Future Music Festival Asia organiser is deciding its next move after festival is again denied licence

FUTURE Music Festival Asia's appeal for a public entertainment licence has been turned down by the Home Affairs Ministry.

In a statement sent out to the media on Friday night, a ministry spokesperson said: "The Minister for Home Affairs has carefully considered and turned down the appeal by Livescape Singapore Pte Ltd to hold the Future Music Festival Asia (FMFA) 2015 in Singapore."

The ministry received the appeal on Tuesday.

When contacted by The Straits Times on Friday night, Mr Iqbal Ameer, group chief executive of festival organiser Livescape, said that his team was in discussion over what it would do next.

Before Friday, Livescape was twice denied a public entertainment licence - on Jan 29 and Feb 27 - to hold the event here. But it continued to sell tickets and promote the event. Big acts such as Public Enemy and The Prodigy were slated to perform at the concert.

About 15,000 tickets have been sold for the event, to be held for the first time in Singapore on March 13 and 14, at the Changi Exhibition Centre.

FMFA, which started in Australia in 2006 and is considered one of the biggest dance music festivals in South-east Asia, made headlines last year when six of its concert-goers died from drug overdose in Kuala Lumpur.
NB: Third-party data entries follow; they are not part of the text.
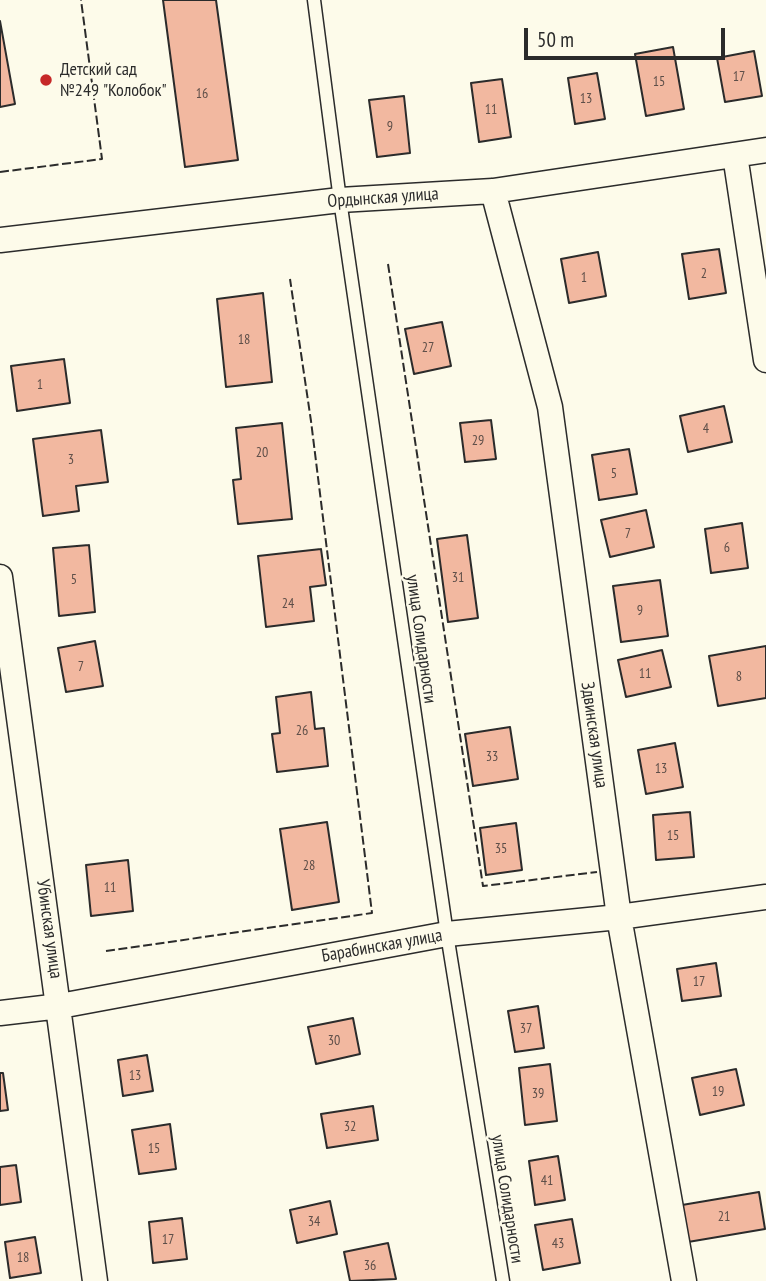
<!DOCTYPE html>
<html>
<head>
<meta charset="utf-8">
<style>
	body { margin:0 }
	#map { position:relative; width:766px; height:1281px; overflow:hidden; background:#fdfbea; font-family:"PT Sans Narrow",sans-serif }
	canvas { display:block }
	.scale { position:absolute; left:524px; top:28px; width:201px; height:32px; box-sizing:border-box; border:4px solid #2b2b2b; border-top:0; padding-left:9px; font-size:21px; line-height:24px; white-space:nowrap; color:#2b2b2b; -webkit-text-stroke:5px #fdfbea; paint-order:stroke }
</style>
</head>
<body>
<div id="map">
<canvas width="766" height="1281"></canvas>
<div class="scale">50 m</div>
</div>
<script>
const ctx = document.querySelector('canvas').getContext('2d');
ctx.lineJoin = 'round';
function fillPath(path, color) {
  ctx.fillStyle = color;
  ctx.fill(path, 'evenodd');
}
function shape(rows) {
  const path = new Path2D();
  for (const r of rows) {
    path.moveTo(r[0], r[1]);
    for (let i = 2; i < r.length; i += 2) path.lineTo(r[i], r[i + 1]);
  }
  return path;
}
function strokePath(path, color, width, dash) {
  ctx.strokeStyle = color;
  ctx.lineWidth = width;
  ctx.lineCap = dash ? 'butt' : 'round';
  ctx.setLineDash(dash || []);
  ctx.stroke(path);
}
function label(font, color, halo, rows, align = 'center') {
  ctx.font = font + ' "PT Sans Narrow",sans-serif';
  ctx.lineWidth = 5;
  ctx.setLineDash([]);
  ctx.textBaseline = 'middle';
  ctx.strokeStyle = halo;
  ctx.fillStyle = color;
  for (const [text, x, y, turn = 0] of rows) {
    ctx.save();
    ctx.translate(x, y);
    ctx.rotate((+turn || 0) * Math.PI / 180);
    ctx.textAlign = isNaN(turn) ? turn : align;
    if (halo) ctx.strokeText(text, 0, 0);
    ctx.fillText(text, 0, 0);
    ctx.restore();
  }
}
const building = shape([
	[163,0,216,0,238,160,185,167,163,0],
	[0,21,15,104,0,107,0,21],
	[673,47,684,109,646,116,635,54,673,47],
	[754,51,762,96,725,102,717,58,754,51],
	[597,73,605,119,575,124,568,78,597,73],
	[502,79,511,137,479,142,471,83,502,79],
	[404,96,410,153,377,157,369,100,404,96],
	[719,249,726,293,689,299,682,254,719,249],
	[598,252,606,296,569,303,561,259,598,252],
	[263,293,272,382,226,387,217,299,263,293],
	[442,322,451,366,414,374,405,329,442,322],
	[64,359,70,403,17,411,11,366,64,359],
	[724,406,732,442,688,452,680,416,724,406],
	[491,420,496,459,465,462,460,423,491,420],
	[282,423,292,519,238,524,233,480,241,479,236,428,282,423],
	[101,430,108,482,76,486,79,511,43,516,33,439,101,430],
	[629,449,637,494,599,500,592,455,629,449],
	[646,510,654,547,610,557,601,520,646,510],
	[742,523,748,568,711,573,705,529,742,523],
	[467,535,478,618,448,622,437,539,467,535],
	[89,545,95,612,59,616,53,548,89,545],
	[321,549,326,585,310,587,314,621,266,627,258,556,321,549],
	[660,580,668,636,621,642,613,586,660,580],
	[95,641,103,686,66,692,58,648,95,641],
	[766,646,766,698,718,706,709,656,766,646],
	[662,650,671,687,626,697,618,660,662,650],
	[311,692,315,729,324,728,328,766,277,772,272,734,280,733,276,697,311,692],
	[510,727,518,779,473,786,465,734,510,727],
	[675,743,683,787,646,794,638,750,675,743],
	[690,812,694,857,656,860,653,815,690,812],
	[327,822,339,902,292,910,280,829,327,822],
	[516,823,522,870,486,875,480,828,516,823],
	[128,860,133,911,91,916,86,865,128,860],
	[716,963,721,996,682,1001,677,969,716,963],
	[538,1006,544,1048,515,1052,508,1011,538,1006],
	[353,1018,360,1054,316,1064,308,1027,353,1018],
	[147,1055,153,1091,123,1096,118,1060,147,1055],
	[550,1064,557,1121,525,1125,519,1068,550,1064],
	[736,1069,744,1105,700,1115,692,1078,736,1069],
	[0,1073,3,1073,8,1110,0,1111,0,1073],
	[373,1106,378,1140,327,1148,321,1114,373,1106],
	[170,1124,176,1169,139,1174,132,1130,170,1124],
	[558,1156,565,1200,535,1205,529,1161,558,1156],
	[16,1165,21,1202,0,1205,0,1167,16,1165],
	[759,1192,765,1229,688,1242,682,1205,759,1192],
	[330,1201,337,1234,297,1243,290,1210,330,1201],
	[182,1218,187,1259,153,1263,149,1222,182,1218],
	[572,1219,580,1263,543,1270,535,1225,572,1219],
	[35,1237,41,1273,10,1278,5,1242,35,1237],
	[388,1243,396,1279,350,1281,344,1252,388,1243]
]);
fillPath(building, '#f2b8a0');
strokePath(building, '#2b2b2b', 2);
const service = shape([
	[314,0,340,200,447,934,503,1281]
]);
const minor = shape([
	[735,155,766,360],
	[493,191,550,407,619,917,684,1281],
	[0,240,340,200,493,191,766,150],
	[0,577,95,1281],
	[0,1013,60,1006,447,934,619,917,766,897]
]);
strokePath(service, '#2b2b2b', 15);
strokePath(minor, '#2b2b2b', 27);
strokePath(service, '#fdfbea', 12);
strokePath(minor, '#fdfbea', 24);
strokePath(shape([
	[0,172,102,159,81,0],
	[388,264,483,886,597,872],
	[106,951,372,913,311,421,290,279]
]), '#2b2b2b', 2, [9, 3.5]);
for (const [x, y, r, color] of [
	[46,80,7,"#c62828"]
]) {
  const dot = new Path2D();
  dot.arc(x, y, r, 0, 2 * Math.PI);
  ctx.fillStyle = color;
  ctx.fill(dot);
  strokePath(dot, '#fdfbea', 2.5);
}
label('14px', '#5d4e48', null, [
	["17",739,77],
	["15",659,82],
	["16",202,94],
	["13",586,99],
	["11",491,110],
	["9",390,127],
	["2",704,274],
	["1",584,278],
	["18",244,340],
	["27",428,348],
	["1",40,385],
	["4",706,429],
	["29",478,441],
	["20",262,453],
	["3",71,460],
	["5",614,474],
	["7",628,534],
	["6",727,548],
	["31",458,578],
	["5",74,580],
	["24",288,604],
	["9",640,611],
	["7",81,667],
	["11",645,674],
	["8",739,677],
	["26",302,731],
	["33",492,757],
	["13",661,769],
	["15",673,836],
	["35",501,849],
	["28",309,866],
	["11",110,888],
	["17",699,982],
	["37",526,1029],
	["30",334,1041],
	["13",135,1076],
	["19",718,1092],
	["39",538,1094],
	["32",350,1127],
	["15",154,1149],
	["41",547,1181],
	["21",724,1217],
	["34",314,1222],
	["17",168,1240],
	["43",558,1244],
	["18",23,1258],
	["36",370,1266]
]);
label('18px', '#2b2b2b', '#fdfbea', [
	["Детский сад",60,70],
	["№249 \"Колобок\"",60,91]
], 'left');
label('18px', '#2b2b2b', '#fdfbea', [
	["Ордынская улица",383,198,-4],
	["улица Солидарности",421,639,82],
	["Здвинская улица",594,735,82],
	["Убинская улица",49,929,82],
	["Барабинская улица",382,946,-10],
	["улица Солидарности",507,1199,81]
]);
</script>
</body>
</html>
In previous articles, Mr Iqbal had addressed drug abuse concerns, saying that random drug tests would be carried out, and the number of closed-circuit television cameras on site would be increased to 33 from six last year.

Meanwhile, the Brisbane Times on Friday reported that 7,500 ecstacy pills were seized. The drugs were believed to be bound for the same festival taking place in Brisbane this weekend.

Tickets to the dance music festival in Singapore, which cost between $148 and $388, were sold via Sistic, as well as on the festival's website.

In 2013, when the MBC Korean Music Wave concert was cancelled, tickets bought through Sistic were fully refunded.

But fans who bought directly from the organiser received only partial refunds after the organiser filed for bankruptcy.

Researcher Joseph Yong, 29, who bought his ticket to the festival two weeks ago from Sistic, says: "While the company shouldn't have marketed the event without a licence, I think that the rejection is too strict. I have friends who booked post-event accommodation. We're in a state of disbelief, dismay and anger."